Now, you control the entire process, and you can choose to pay the loan back whenever you want. If you want to pay it off over 5 years, you would make a monthly payment of $943.56. After 5 years, you would have paid the insurance company a total of $6,614 in interest. 

Now, let's say you make a payment here, you skip a few months, you make another payment, and your next payment is $1,000, etc. You can pay back the loan however you want. You control it 100%. Whenever you take a policy loan, the insurance company will never ask you why you're taking it, what you're doing with it and when you're paying it back. You control the whole process!

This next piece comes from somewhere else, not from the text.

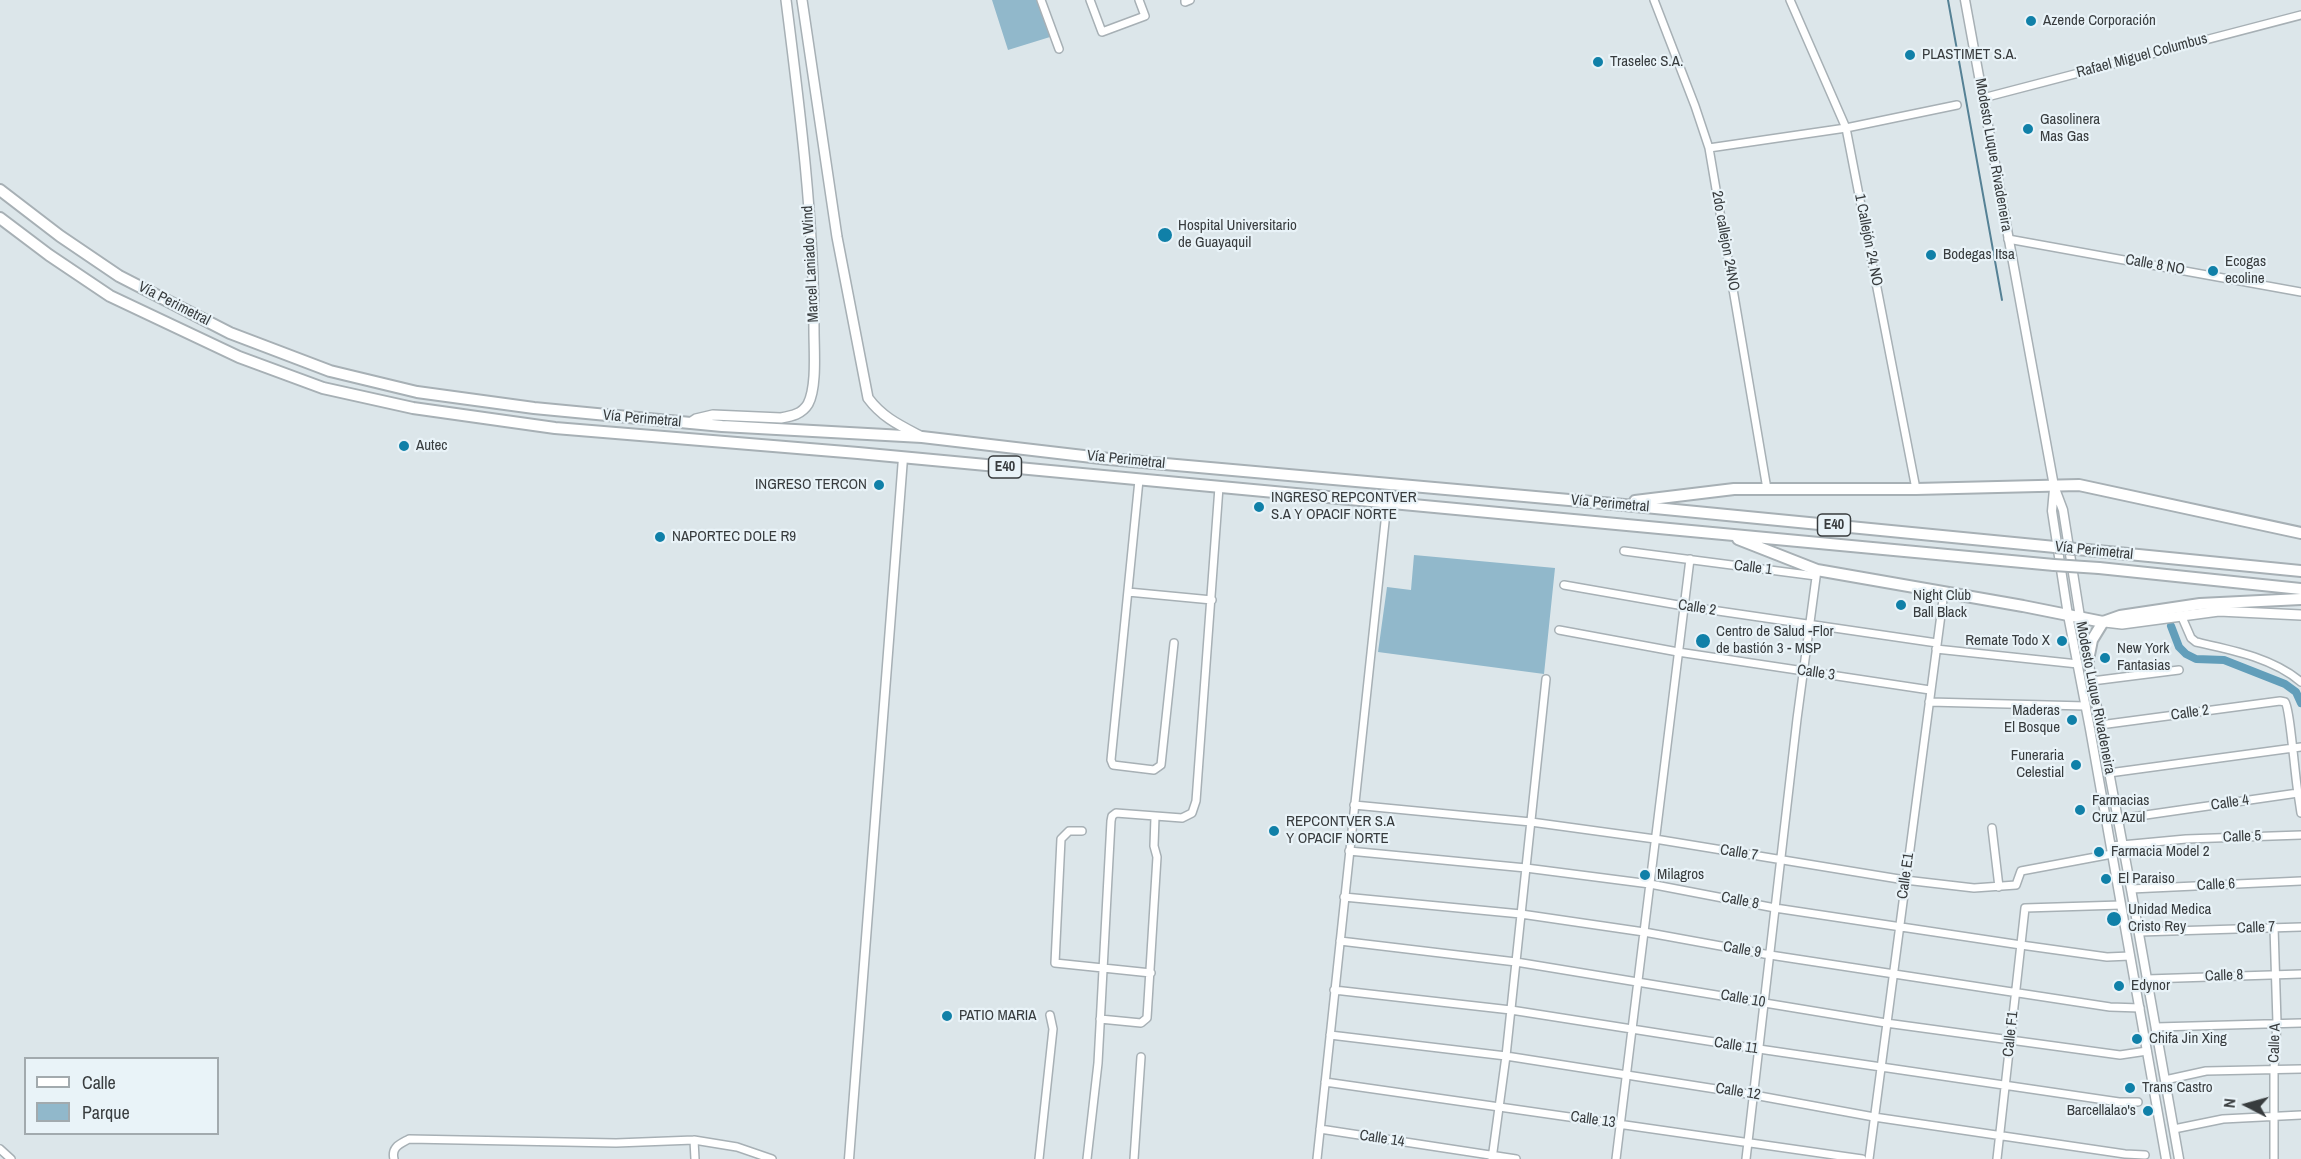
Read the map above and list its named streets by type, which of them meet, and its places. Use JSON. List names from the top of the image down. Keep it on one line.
{"streets":{"highway":["Vía Perimetral","E40"],"main road":["Marcel Laniado Wind"],"street":["Rafael Miguel Columbus","Modesto Luque Rivadeneira","1 Callejón 24 NO","2do callejon 24NO","Calle 8 NO","Calle 1","Calle 2","Calle 3","Calle 4","Calle 5","Calle 7","Calle E1","Calle 6","Calle 8","Calle 9","Calle 10","Calle F1","Calle A","Calle 11","Calle 12","Calle 13","Calle 14"]},"crossings":[["Rafael Miguel Columbus","Modesto Luque Rivadeneira"],["Modesto Luque Rivadeneira","Calle 8 NO"],["Modesto Luque Rivadeneira","Calle 2"],["Modesto Luque Rivadeneira","Calle 4"],["Modesto Luque Rivadeneira","Calle 5"],["Modesto Luque Rivadeneira","Calle 7"],["Modesto Luque Rivadeneira","Calle 6"],["Modesto Luque Rivadeneira","Calle 8"],["Modesto Luque Rivadeneira","Calle 9"],["Modesto Luque Rivadeneira","Calle 10"],["Modesto Luque Rivadeneira","Calle F1"],["Marcel Laniado Wind","Vía Perimetral"],["Calle 2","Calle E1"],["Calle 3","Calle E1"],["Calle 7","Calle E1"],["Calle 7","Calle A"],["Calle E1","Calle 8"],["Calle E1","Calle 9"],["Calle E1","Calle 10"],["Calle E1","Calle 11"],["Calle E1","Calle 12"],["Calle 8","Calle F1"],["Calle 8","Calle A"],["Calle 9","Calle F1"],["Calle 10","Calle F1"],["Calle F1","Calle 11"],["Calle F1","Calle 12"]],"places":["Azende Corporación","PLASTIMET S.A.","Traselec S.A.","Gasolinera Mas Gas","Hospital Universitario de Guayaquil","Bodegas Itsa","Ecogas ecoline","Autec","INGRESO TERCON","INGRESO REPCONTVER S.A Y OPACIF NORTE","NAPORTEC DOLE R9","Night Club Ball Black","Centro de Salud -Flor de bastión 3 - MSP","Remate Todo X","New York Fantasias","Maderas El Bosque","Funeraria Celestial","Farmacias Cruz Azul","REPCONTVER S.A Y OPACIF NORTE","Farmacia Model 2","Milagros","El Paraiso","Unidad Medica Cristo Rey","Edynor","PATIO MARIA","Chifa Jin Xing","Trans Castro","Barcellalao's"],"legend":["Calle","Parque"],"north":"left"}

So if we ran this process with equal payments over 5 years, it would have cost you $6,614 to borrow the $50,000 from the insurance company. You're being charged a simple interest rate. 

Now, the question that most people have at this point is, why would I do this? Why would I pay the insurance company $6,614? Why wouldn't I just use debt? Or why wouldn't I just use my cash? 

Well, here's why. 

During this same 5-year period of time, your $50,000 never actually came out of your policy, and your $50,000 is earning exactly what you're paying. 

If you're earning 5%, then you're paying 5%.

If you're earning 6%, then you're paying 6%. 

These numbers are exactly the same, but here's the key difference, and this is what allows you to function like a bank…You get to use the arbitrage of interest rates. In this example, you're paying a simple interest rate, but you're actually EARNING a compounding rate of return.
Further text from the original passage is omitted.